Robert Walser, « Petite bière »

Dans le récent documentaire Cinéma Laika (2023), on découvre le rêve poursuivi et achevé par Aki Kaurismäki d'ouvrir une salle de cinéma dans une usine désaffectée, au milieu de la campagne : ainsi, à Karkkila, le « club des fainéants » (gang de gentils chômeurs renonçants) rencontrerait des ouvrières au détour d'une séance, au bar attenant « La Moderne », dans une ambiance post-punk Wurlitzer. Exactement comme dans ses films (le néon de l'enseigne a été recyclé des décors du Havre, le comptoir n'est autre que celui de Tiens ton foulard, Tatiana et Juha). Et comme le tout petit monde Kaurismäki est fidèle, le 2 septembre dernier, le groupe Maustetytöt (littéralement « Les Assaisonnements »), duo féminin électro repéré dans Les Feuilles mortes, jouait au Cinéma Laika. Les fans d'Helsinki pouvaient prendre un bus affrété spécialement pour Karkkila. Ce n'est pas la première fois que Kaurismäki décide de montrer des films dans un endroit reculé : en 1986, il fonde avec son frère Mika, Anssi Mänttäri et surtout Peter von Bagh, le Midnight Sun film Festival, au cœur de la Laponie finlandaise, là où le soleil ne se couche pas en été. Pendant cinq jours, près d'une centaine de projections, 24 heures sur 24, des rencontres entre cinéastes réputés et nouveaux venus, locaux et festivaliers, dans une atmosphère sans pareille. Citons l'année 1987 pour témoigner de l'excentricité improbable de la tribune : Michael Powell, Jacques Demy, Jim Jarmusch, D. A. Pennebaker, Juliet Berto, Thelma Schoonmaker, Stefan Jarl, Tom Luddy, Raymond Durgnat. L'année d'avant, pour la première édition, on raconte que c'est Samuel Fuller qui avait négocié la possibilité de projeter des films indiens sans visa auprès d'un officier de justice local zélé... L'anecdote sonne comme une scène inédite et déjà vue, serait-ce dans La Vie de bohème ? Ou dans ce film avec Jarmusch, Tigrero ?

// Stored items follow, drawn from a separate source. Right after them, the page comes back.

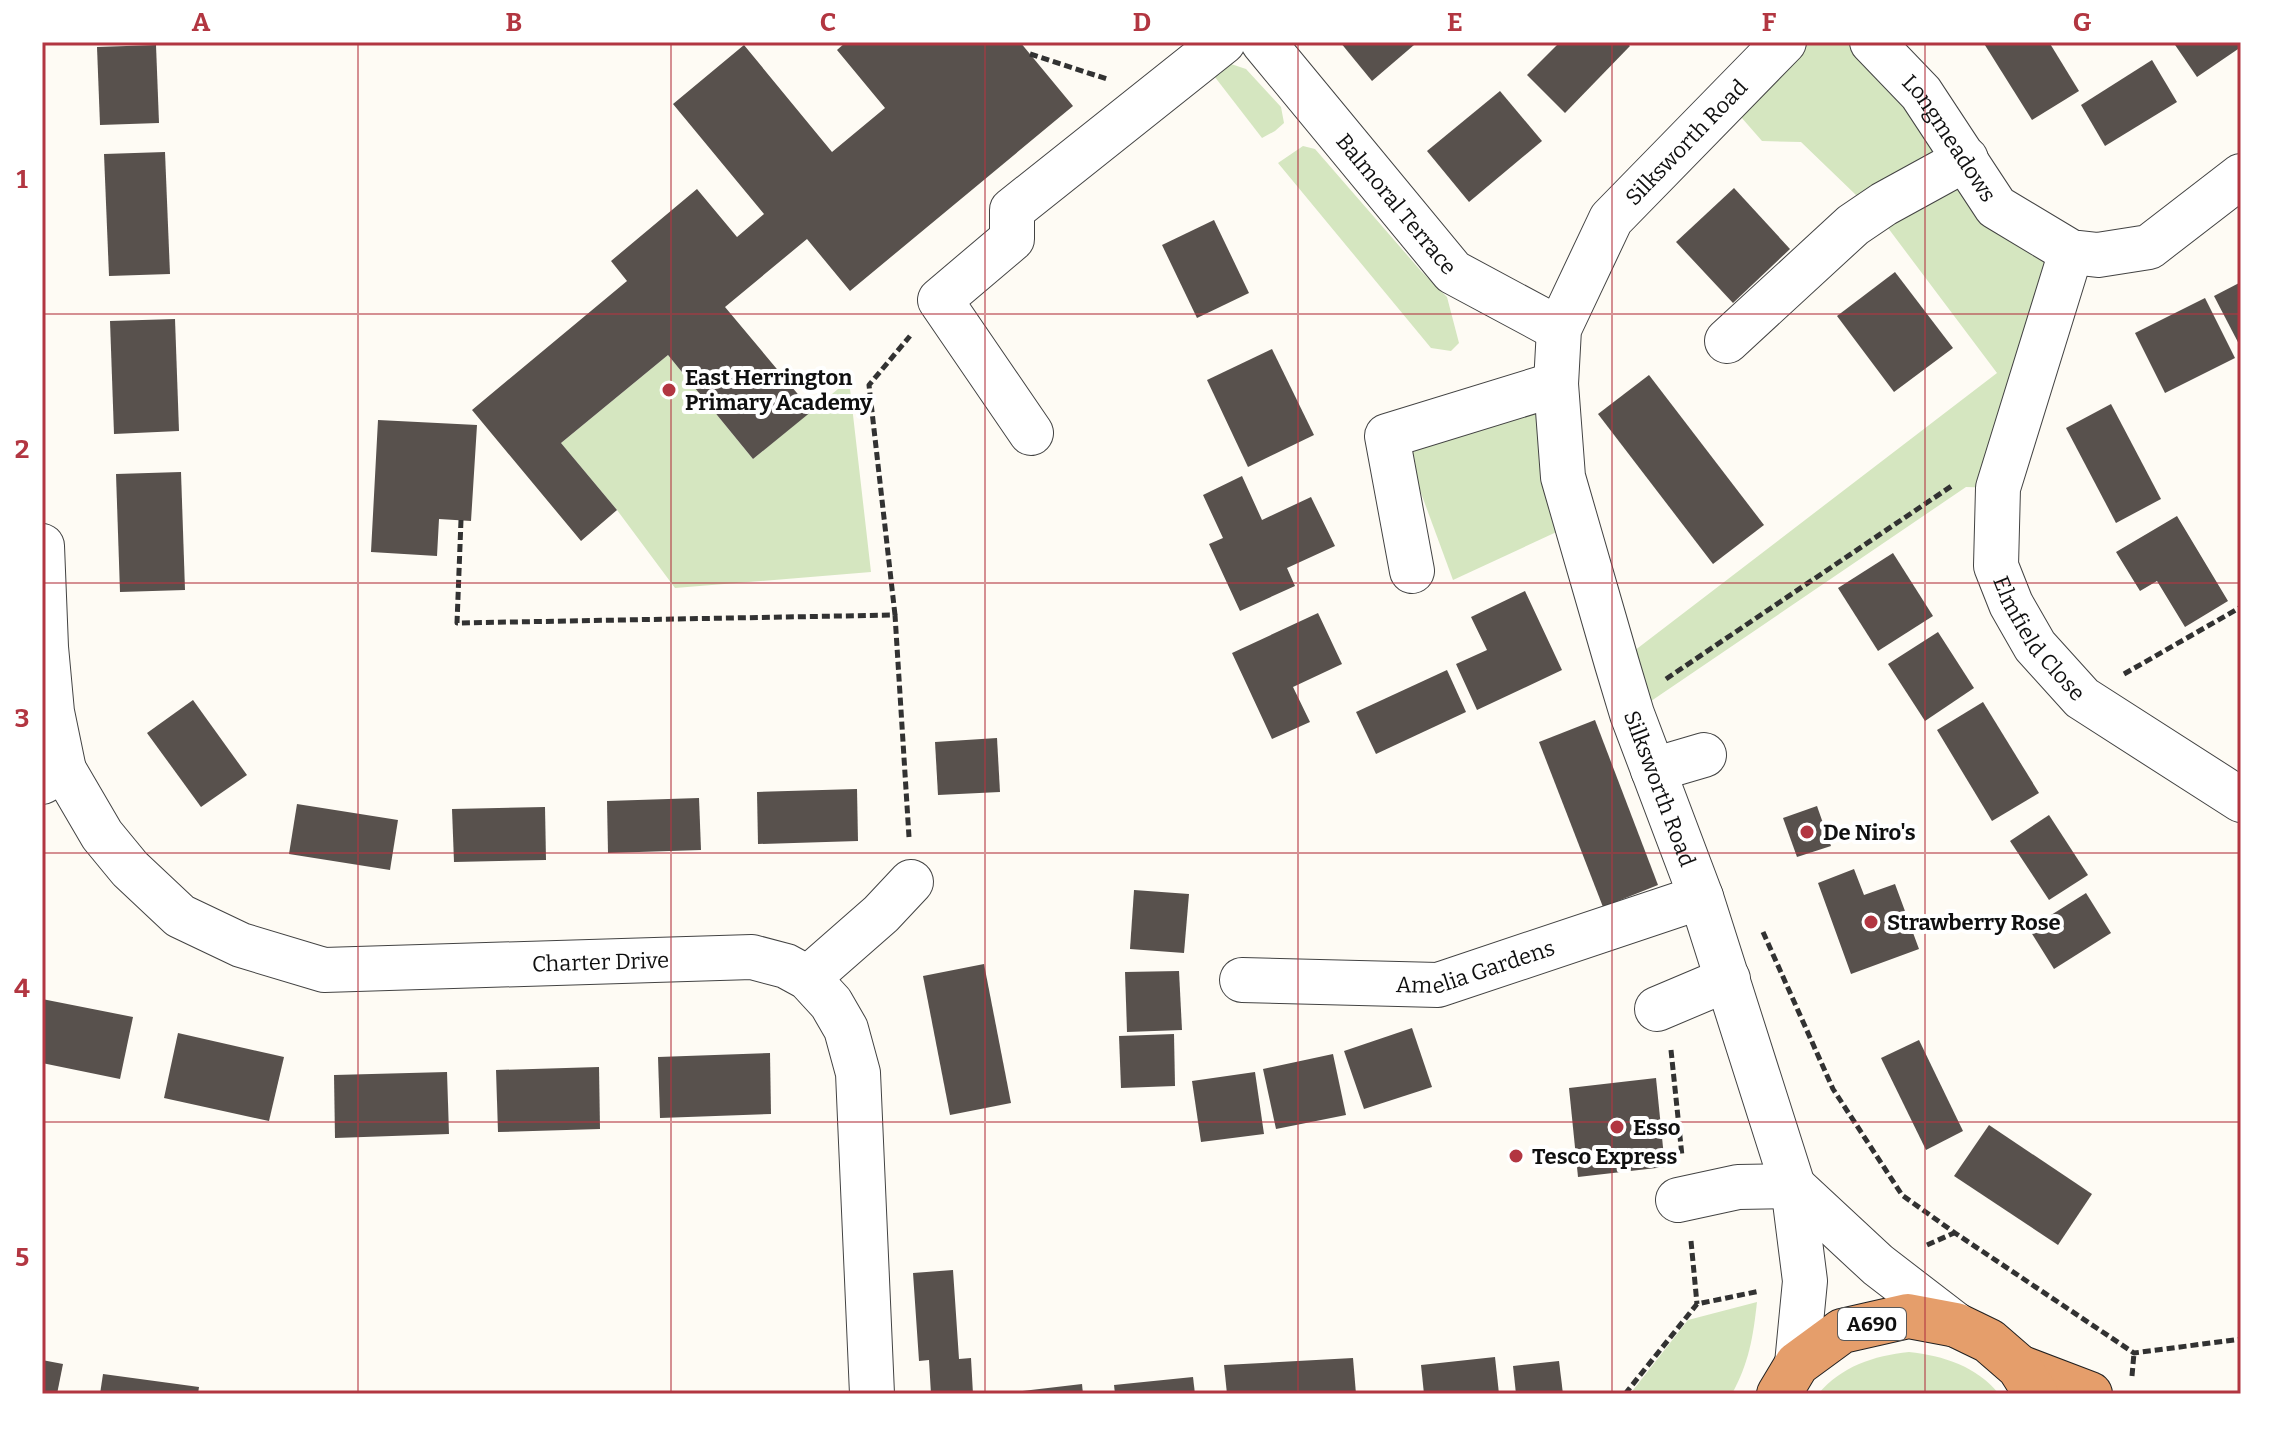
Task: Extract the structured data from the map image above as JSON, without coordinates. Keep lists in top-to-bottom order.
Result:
{
  "streets": {
    "highway": ["A690"],
    "street": [
      "Longmeadows",
      "Silksworth Road",
      "Balmoral Terrace",
      "Elmfield Close",
      "Charter Drive",
      "Amelia Gardens"
    ]
  },
  "crossings": [
    ["Longmeadows", "Elmfield Close"],
    ["Silksworth Road", "Balmoral Terrace"],
    ["Silksworth Road", "Amelia Gardens"],
    ["Silksworth Road", "A690"]
  ],
  "places": [
    "East Herrington Primary Academy",
    "De Niro's",
    "Strawberry Rose",
    "Esso",
    "Tesco Express"
  ],
  "grid": {
    "columns": [
      "A",
      "B",
      "C",
      "D",
      "E",
      "F",
      "G"
    ],
    "rows": [
      "1",
      "2",
      "3",
      "4",
      "5"
    ]
  }
}
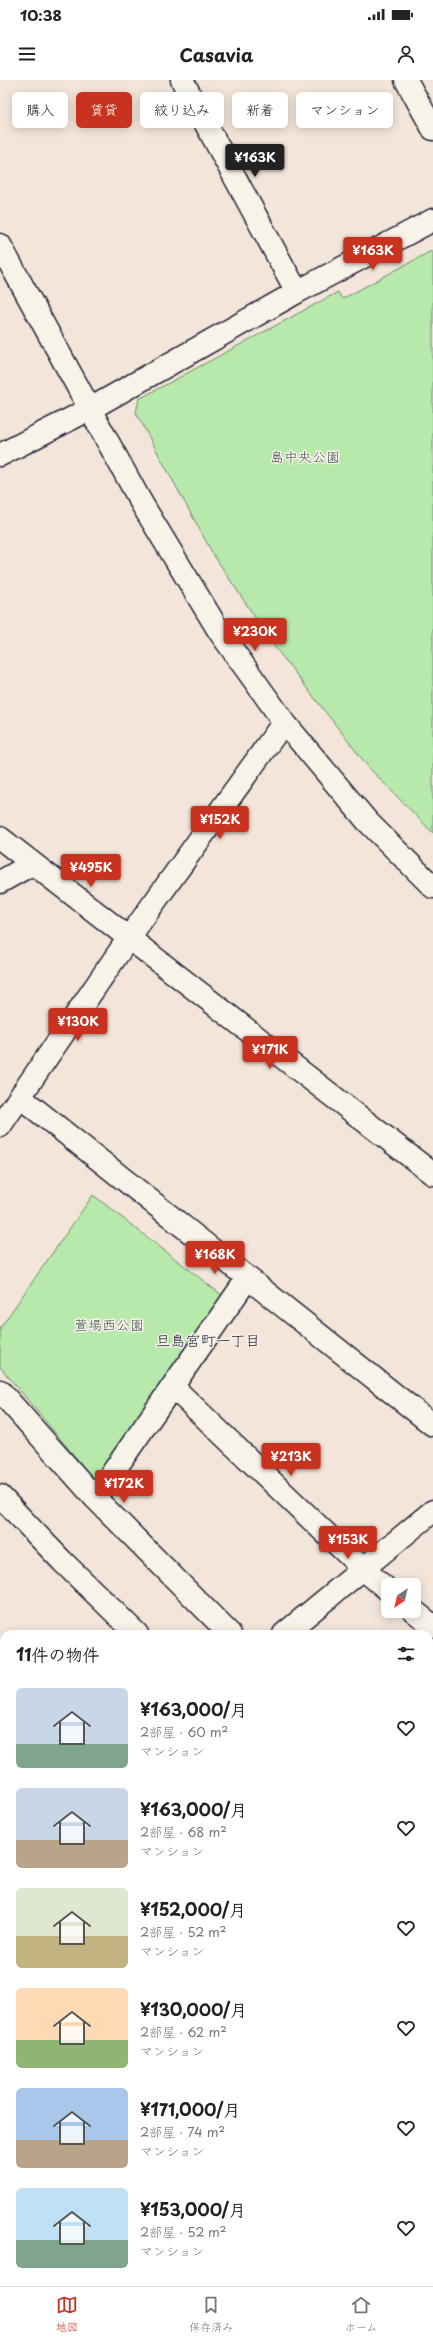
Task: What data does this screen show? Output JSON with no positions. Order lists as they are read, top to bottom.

Montage. Passages d'images mortes à des images vivantes. Tout refleurit.

S'intéresser au cinéma de Kaurismäki, c'est constater un anti-système, comme quand on s'approche de Robert Bresson : pas de vérité moyenne, pas de réel, pas de documentaire, pas de miracle non plus, mais du travail et de la justesse. C'est aussi s'étonner d'une écriture automatique, inspirée du cinéma des premiers temps avec un montage en fragmentation et en soustraction, des plans autonomes qui tranchent, façon rasoir sur œil à la Buñuel, image du Chien andalou qu'il cite précocement en référence (dès 1979). Observer la méthode Kaurismäki, c'est se laisser surprendre par un drôle de dispositif sonore à inventer le silence (Tati) et à placer la musique en bonimenteuse d'histoire, ou encore par les yeux d'un chien qui pose inlassablement la question en chantant du Léo Ferré ou du Serge Reggiani : « Est-ce ainsi que les hommes vivent ? » Comprendre ses cartes à jouer, c'est noter une courte profondeur de champ à œil humain quasiment toujours à la Arriflex BL11, pas de mouvement de caméra sensible mais du décadrage et du hors-champ, pas de gros plan pour venir expliquer une émotion (merci JLG), ce n'est pas l'expression ou le texte de l'acteur qui nous émeut, mais bien la jonction des plans, image comme son. L'histoire, les mauvaises langues diront que c'est toujours la même, est racontée à coups d'ellipses, tout est postsynchronisé et la recherche sera continue jusqu'au montage. La musique, dans toute sa diversité (du Kili Watch repris en fanfare par les Leningrad Cowboys à la Pathétique de Tchaïkovski) aide à rendre une perception du monde. Le son, c'est finalement la profondeur de champ chez Kaurismäki. Sa passion immense pour la musique le rapproche de cinéastes qui parfois décident de rester aphones et confient une séquence à une chanson. Liste totalement subjective : Jaubert chez Vigo, Fréhel dans Pépé le Moko, Ferrat chez JLG (Vivre sa vie), Bernadette Lafont et Piaf dans La Maman et la Putain, Bowie et Carax dans Boy Meets Girl et Mauvais Sang, Petula Clark chez les Dardenne, et au fond tout Jarmusch. Là où le son n'est pas un assistant de l'image. Chez Kaurismäki, on regarde le poste de radio. Et on se regarde dans les yeux, puis on ramène ses yeux au sol, timides mais aussi pour rester concrets, terrestres. Visages impassibles mais cœurs bouillants à l'intérieur. Et pour citer Bresson, toujours, « les dialogues, c'est où on ne parle pas ».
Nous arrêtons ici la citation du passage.